▶ **ASSIGNMENT**:
Ignoring the pictures, copy the data exactly.
################
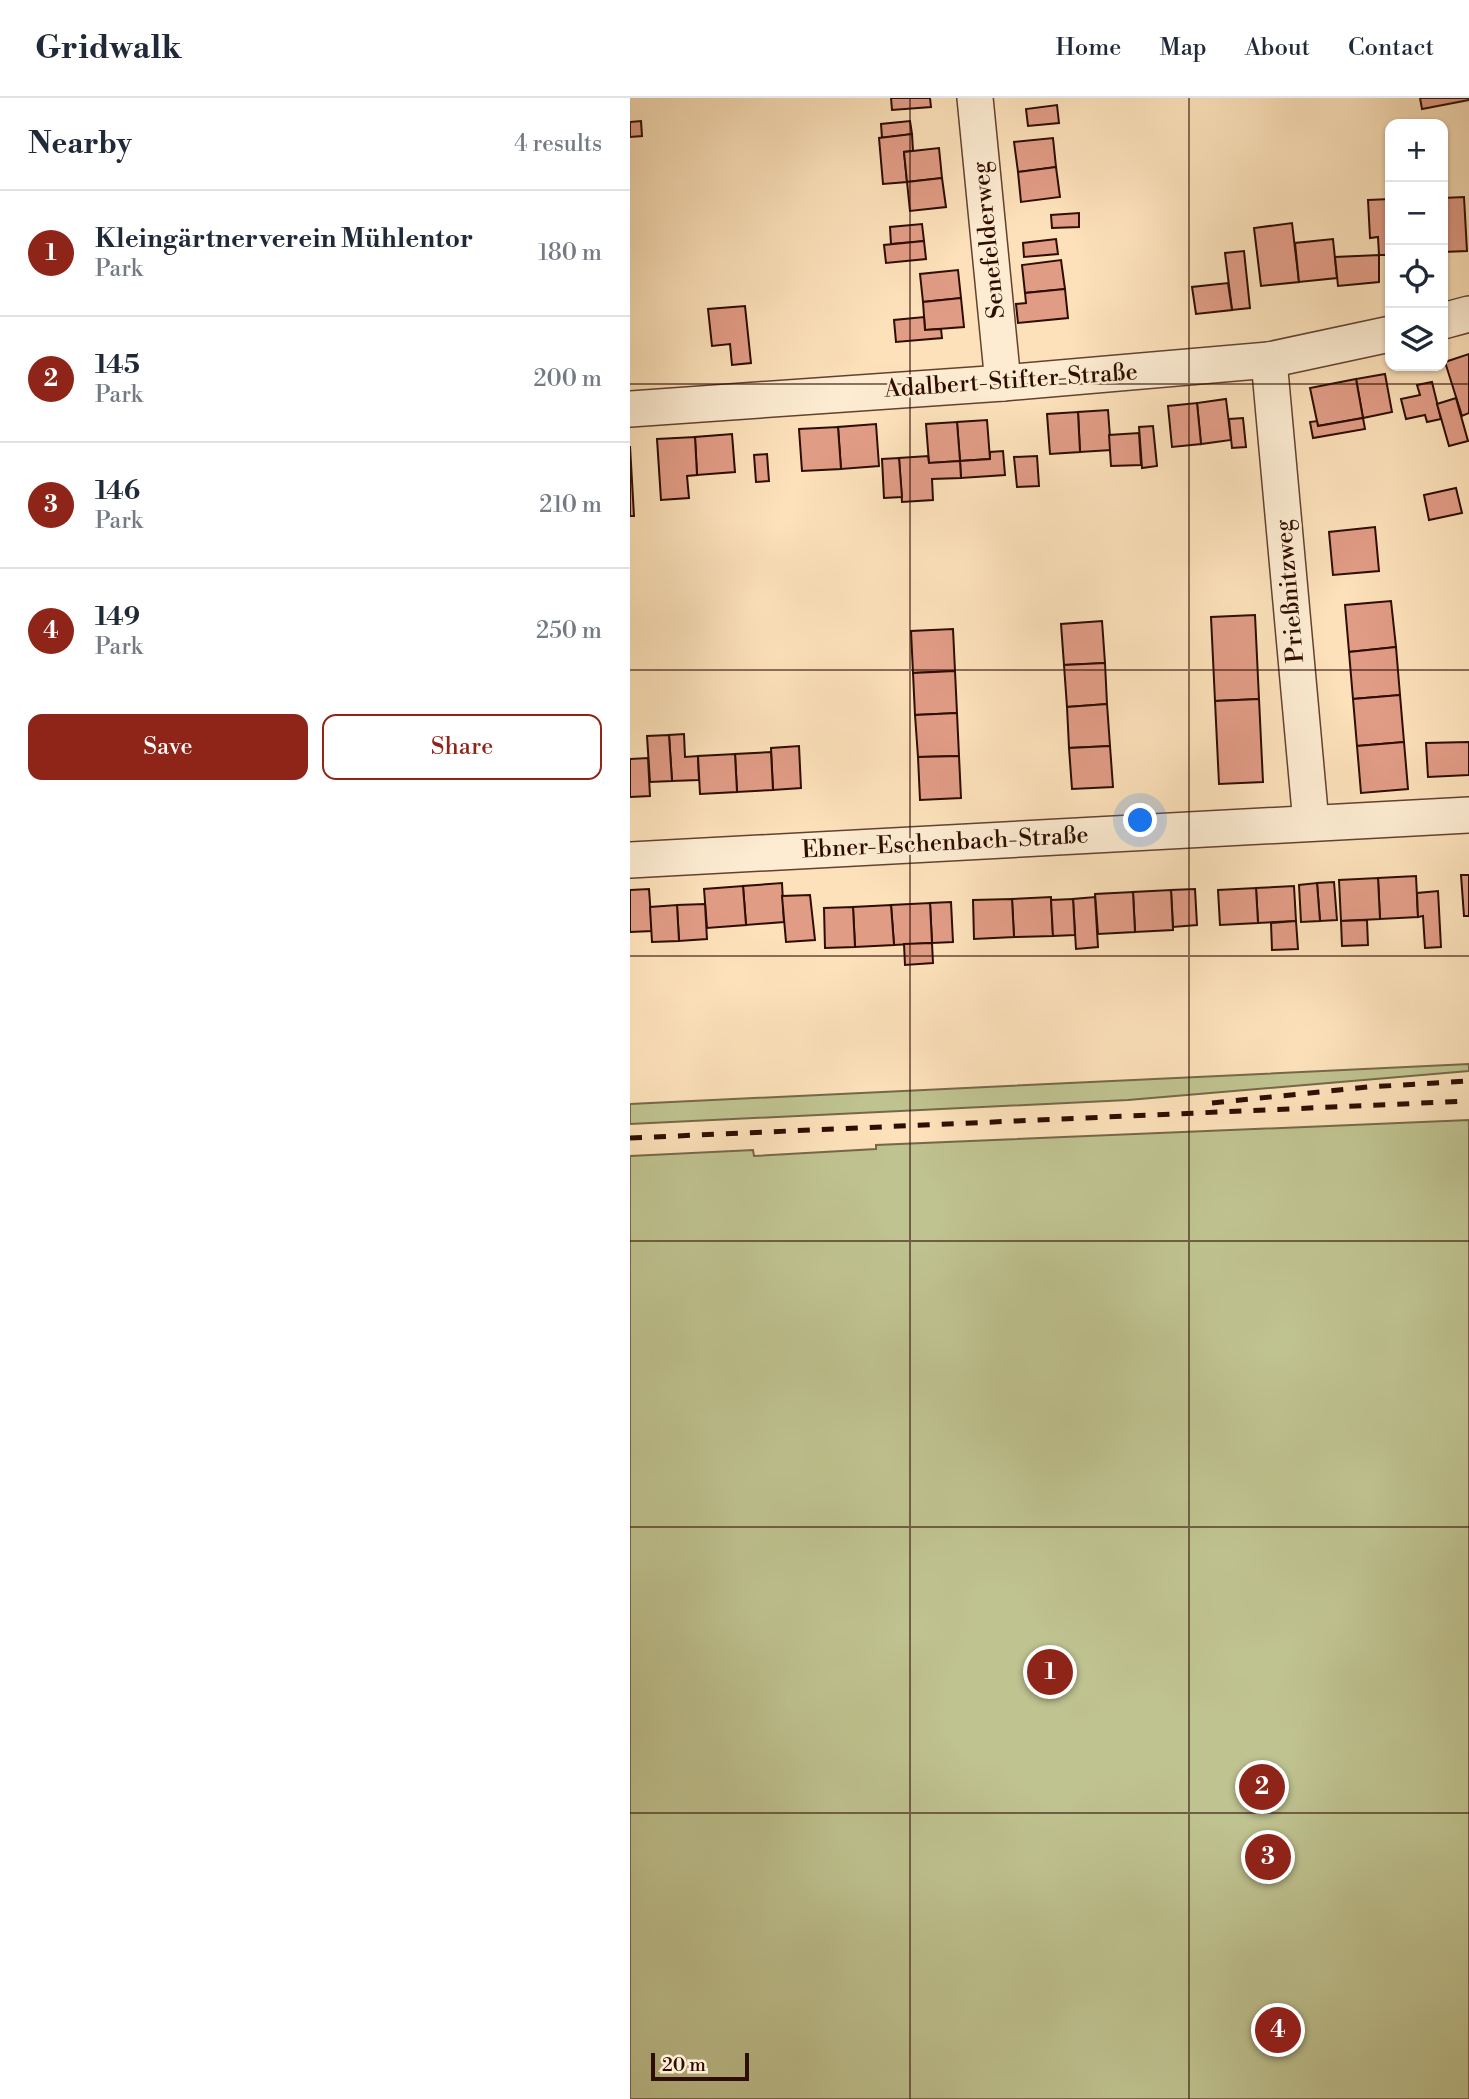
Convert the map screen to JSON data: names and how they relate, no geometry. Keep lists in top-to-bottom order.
{
  "streets": {
    "street": [
      "Senefelderweg",
      "Adalbert-Stifter-Straße",
      "Prießnitzweg",
      "Ebner-Eschenbach-Straße"
    ]
  },
  "crossings": [
    ["Senefelderweg", "Adalbert-Stifter-Straße"],
    ["Adalbert-Stifter-Straße", "Prießnitzweg"],
    ["Prießnitzweg", "Ebner-Eschenbach-Straße"]
  ],
  "scale_bar": "20 m",
  "page": {
    "header": "Gridwalk",
    "nav": [
      "Home",
      "Map",
      "About",
      "Contact"
    ],
    "heading": ["Nearby", "4 results"],
    "map_buttons": ["+", "−"],
    "list": [
      {
        "mark": "1",
        "name": "Kleingärtnerverein Mühlentor",
        "note": "Park",
        "value": "180 m"
      },
      {
        "mark": "2",
        "name": "145",
        "note": "Park",
        "value": "200 m"
      },
      {
        "mark": "3",
        "name": "146",
        "note": "Park",
        "value": "210 m"
      },
      {
        "mark": "4",
        "name": "149",
        "note": "Park",
        "value": "250 m"
      }
    ],
    "buttons": ["Save", "Share"],
    "pins": [
      "1",
      "2",
      "3",
      "4"
    ],
    "scale": "20 m"
  }
}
################
▶ **WRITTEN ANSWER**:
Convert the map screen to JSON data: names and how they relate, no geometry. Keep lists in top-to-bottom order.
{
  "streets": {
    "street": [
      "Senefelderweg",
      "Adalbert-Stifter-Straße",
      "Prießnitzweg",
      "Ebner-Eschenbach-Straße"
    ]
  },
  "crossings": [
    ["Senefelderweg", "Adalbert-Stifter-Straße"],
    ["Adalbert-Stifter-Straße", "Prießnitzweg"],
    ["Prießnitzweg", "Ebner-Eschenbach-Straße"]
  ],
  "scale_bar": "20 m",
  "page": {
    "header": "Gridwalk",
    "nav": [
      "Home",
      "Map",
      "About",
      "Contact"
    ],
    "heading": ["Nearby", "4 results"],
    "map_buttons": ["+", "−"],
    "list": [
      {
        "mark": "1",
        "name": "Kleingärtnerverein Mühlentor",
        "note": "Park",
        "value": "180 m"
      },
      {
        "mark": "2",
        "name": "145",
        "note": "Park",
        "value": "200 m"
      },
      {
        "mark": "3",
        "name": "146",
        "note": "Park",
        "value": "210 m"
      },
      {
        "mark": "4",
        "name": "149",
        "note": "Park",
        "value": "250 m"
      }
    ],
    "buttons": ["Save", "Share"],
    "pins": [
      "1",
      "2",
      "3",
      "4"
    ],
    "scale": "20 m"
  }
}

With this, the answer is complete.